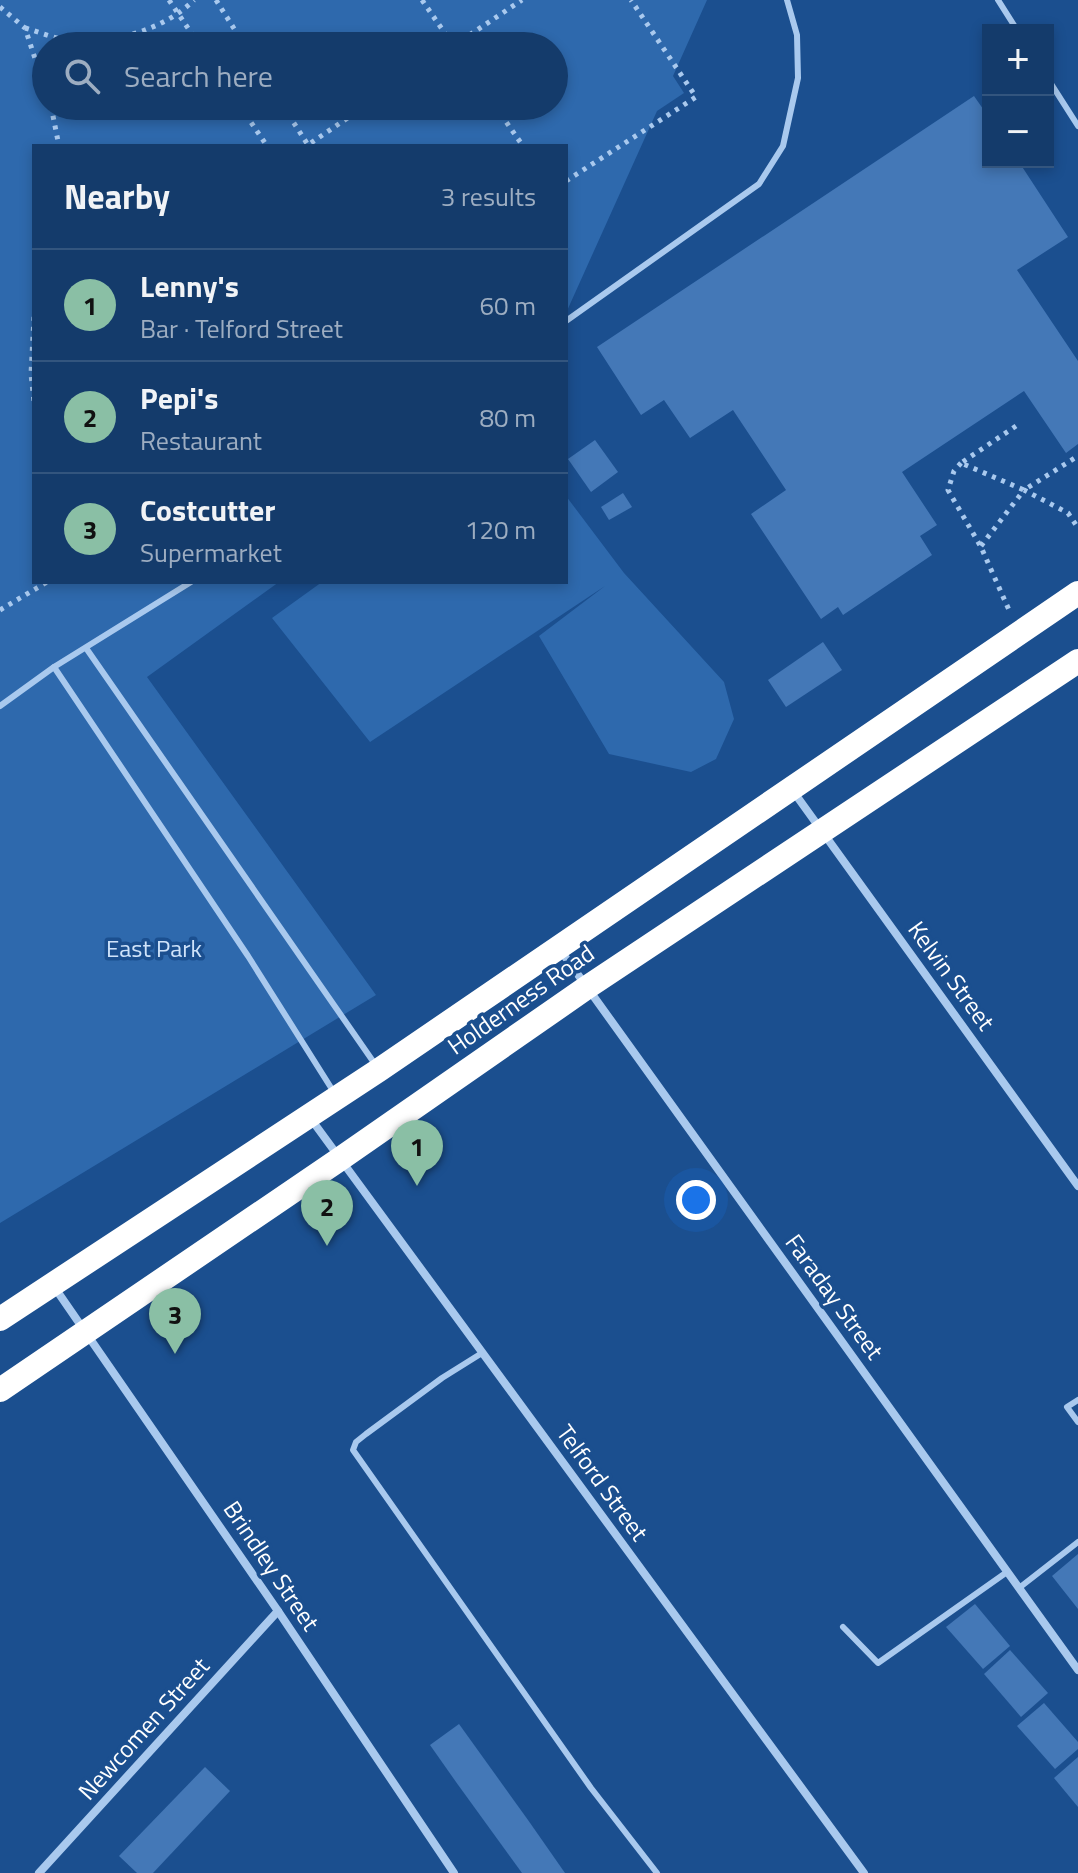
<!DOCTYPE html>
<meta charset="utf-8">
<style>
:root{--surface:#143b6b;--page:#1d4271;--text:#f1f3f6;--muted:#9dadc1;--line:#33557e;--accent:#8abfa5}
body{margin:0;font-family:"Titillium Web",sans-serif;background:var(--page);color:var(--text)}
.controls{position:absolute;right:24px;top:24px;display:grid;overflow:hidden;border-radius:0px;box-shadow:0 4px 12px #0003}
.controls button{width:72px;height:72px;display:grid;place-items:center;padding:0;border:0;border-bottom:2px solid var(--line);background:var(--surface);color:var(--text);font:40px sans-serif}
.you{position:absolute;left:696px;top:1200px;width:28px;height:28px;margin:-20px;border:6px solid #fff;border-radius:50%;background:#1a73e8;box-shadow:0 0 0 12px #1a73e833}
.badge{display:grid;place-items:center;width:52px;height:52px;border-radius:50%;background:var(--accent);color:#111;font-size:26px;font-weight:700}
.pin{position:absolute;translate:-50% -66px;filter:drop-shadow(0 2px 4px #0008)}
.pin::after{content:'';position:absolute;top:42px;width:28px;height:24px;background:inherit;clip-path:polygon(0 0,100% 0,50% 100%)}
.list{margin:0;padding:0;list-style:none}
h2{display:flex;justify-content:space-between;align-items:center;height:104px;margin:0;padding:0 32px;font-size:34px}
h2 small{font-size:26px;font-weight:400;color:var(--muted)}
.list li{display:grid;grid-template-columns:52px 1fr auto;gap:24px;align-items:center;box-sizing:border-box;height:112px;padding:0 32px;border-top:2px solid var(--line)}
.list b{display:block;font-size:30px;white-space:nowrap}
.list p{margin:0;font-size:26px;white-space:nowrap;color:var(--muted)}
.list em{font-size:26px;font-style:normal;color:var(--muted)}
.icon{flex:none;width:44px;height:44px;fill:none;stroke:currentColor;stroke-width:2;stroke-linecap:round;stroke-linejoin:round}
.map{position:relative;flex:none;width:1078px;height:1873px;overflow:hidden}
.search{position:absolute;background:var(--surface);box-shadow:0 4px 12px #0003;left:32px;top:32px;width:536px;height:88px;display:flex;align-items:center;gap:20px;box-sizing:border-box;padding:0 28px;border-radius:44px;color:var(--muted);font-size:30px}
.panel{position:absolute;background:var(--surface);box-shadow:0 4px 12px #0003;left:32px;top:144px;width:536px;height:440px;border-radius:0px}
.map>svg:first-child{display:block}
.green{fill:#2e69ad;fill-rule:evenodd}
.building{fill:#4478b7}
.lines{fill:none;stroke-linecap:round;stroke-linejoin:round}
.path{stroke:#a9c9ee;stroke-width:5;stroke-dasharray:4 6;stroke-linecap:butt}
.lane{stroke:#a9c9ee;stroke-width:6}
.street{stroke:#a9c9ee;stroke-width:8}
.highway{stroke:#fff;stroke-width:24}
.labels{text-anchor:middle;stroke-width:7;stroke-linejoin:round;paint-order:stroke}
.park-label{font-size:24px;fill:#cfe3fa;stroke:#1b4f8f}
.street-label{font-size:24px;fill:#fff;stroke:#1b4f8f}
</style>
<div class="map">
<svg width="1078" height="1873" viewBox="0 0 1078 1873">
<rect width="100%" height="100%" fill="#1b4f8f"/>
<g class="green">
<path d="M0 0H707L673 76 684 93 657 111 566 313V146H34V582H279L147 677 376 995 0 1223ZM46 46H554V106H46Z"/>
<polygon points="566,496 624,573 724,682 734,719 716,759 691,772 609,754 539,636 605,586 370,742 272,618 322,582 566,582"/>
</g>
<g class="building">
<polygon points="974,96 988,116 988,162 1019,162 1068,237 1017,270 1078,361 1078,444 1066,453 1024,391 902,472 937,525 920,536 932,555 843,615 838,607 821,619 751,514 786,490 733,410 690,438 664,400 641,415 597,347"/>
<polygon points="595,440 618,472 591,492 568,459"/>
<polygon points="623,493 632,507 609,520 601,507"/>
<polygon points="823,642 842,670 786,707 768,680"/>
<polygon points="1078,1554 1078,1609 1052,1576"/>
<polygon points="975,1604 1010,1646 983,1669 946,1627"/>
<polygon points="1010,1650 1048,1693 1021,1717 984,1674"/>
<polygon points="1044,1703 1078,1742 1078,1749 1055,1769 1017,1726"/>
<polygon points="459,1724 528,1820 565,1873 522,1873 456,1782 430,1745"/>
<polygon points="1078,1757 1078,1807 1054,1778"/>
<polygon points="205,1767 230,1791 153,1873 137,1873 119,1856"/>
</g>
<g class="lines">
<g class="path">
<polyline points="169,0 200,46"/>
<polyline points="216,0 245,46"/>
<polyline points="422,0 453,45"/>
<polyline points="0,7 25,28 46,92"/>
<path d="M25 28C39 32 53 38 67 40 109 45 163 31 194 0"/>
<polyline points="453,46 522,0"/>
<polyline points="51,106 59,146"/>
<polyline points="240,106 267,146"/>
<polyline points="283,106 308,145 365,106"/>
<polyline points="495,106 523,146"/>
<polyline points="566,181 696,97 631,0"/>
<polyline points="34,317 31,374 34,402"/>
<polyline points="1016,426 961,463 1024,490 1078,456"/>
<polyline points="961,463 954,471 948,490 981,547 1009,610"/>
<polyline points="981,546 1024,490 1068,513 1078,528"/>
<polyline points="0,610 47,582"/>
</g>
<g class="lane">
<polyline points="998,0 1017,30"/>
<polyline points="1048,79 1078,126"/>
<polyline points="566,321 759,184 783,146 798,78 797,35 787,0"/>
<polyline points="86,648 377,1067"/>
<polyline points="54,667 248,956 335,1094"/>
<polyline points="0,706 54,667 191,582"/>
<polyline points="482,1353 442,1378 366,1434 356,1442 353,1450 591,1788 657,1873"/>
<polyline points="1078,1400 1067,1407 1078,1422"/>
<polyline points="1019,1588 1078,1542"/>
<polyline points="843,1627 878,1663 1007,1572"/>
</g>
<g class="street">
<polyline points="793,791 1078,1186"/>
<polyline points="561,951 1078,1670"/>
<polyline points="311,1119 864,1873"/>
<polyline points="55,1288 278,1611 454,1873"/>
<polyline points="39,1873 278,1611"/>
</g>
<g class="highway">
<polyline points="0,1319 379,1070 1078,593"/>
<polyline points="0,1390 340,1159 586,988 1078,661"/>
</g>
</g>
<g class="labels">
<g class="park-label">
<text x="154" y="957">East Park</text>
</g>
<g class="street-label">
<text transform="translate(951 976) rotate(54)" y="8">Kelvin Street</text>
<text transform="translate(521 1000) rotate(-35)" y="8">Holderness Road</text>
<text transform="translate(834 1297) rotate(54)" y="8">Faraday Street</text>
<text transform="translate(602 1483) rotate(54)" y="8">Telford Street</text>
<text transform="translate(271 1566) rotate(56)" y="8">Brindley Street</text>
<text transform="translate(144 1729) rotate(-48)" y="8">Newcomen Street</text>
</g>
</g>
</svg>
<div class="controls">
<button>+</button>
<button>−</button>
</div>
<div class="you"></div>
<div class="pin badge" style="left:417px;top:1186px">1</div>
<div class="pin badge" style="left:327px;top:1246px">2</div>
<div class="pin badge" style="left:175px;top:1354px">3</div>
<div class="search"><svg class="icon" aria-label="search" viewBox="0 0 24 24"><circle cx="10" cy="10" r="6"/><path d="M15 15l6 6"/></svg>Search here</div>
<section class="panel">
<h2>Nearby<small>3 results</small></h2>
<ul class="list">
<li><span class="badge">1</span><div><b>Lenny's</b><p>Bar · Telford Street</p></div><em>60 m</em></li>
<li><span class="badge">2</span><div><b>Pepi's</b><p>Restaurant</p></div><em>80 m</em></li>
<li><span class="badge">3</span><div><b>Costcutter</b><p>Supermarket</p></div><em>120 m</em></li>
</ul>
</section>
</div>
- - -
What is being asked — Up to and including the line that holds "solid #fff;border-radius:50%;background:#1a73e8;box-shadow:0 0", restate word for word each line of the records from their start, and only those lines, leaving out the pictures.

Answer to this task —
<!DOCTYPE html>
<meta charset="utf-8">
<style>
:root{--surface:#143b6b;--page:#1d4271;--text:#f1f3f6;--muted:#9dadc1;--line:#33557e;--accent:#8abfa5}
body{margin:0;font-family:"Titillium Web",sans-serif;background:var(--page);color:var(--text)}
.controls{position:absolute;right:24px;top:24px;display:grid;overflow:hidden;border-radius:0px;box-shadow:0 4px 12px #0003}
.controls button{width:72px;height:72px;display:grid;place-items:center;padding:0;border:0;border-bottom:2px solid var(--line);background:var(--surface);color:var(--text);font:40px sans-serif}
.you{position:absolute;left:696px;top:1200px;width:28px;height:28px;margin:-20px;border:6px solid #fff;border-radius:50%;background:#1a73e8;box-shadow:0 0 0 12px #1a73e833}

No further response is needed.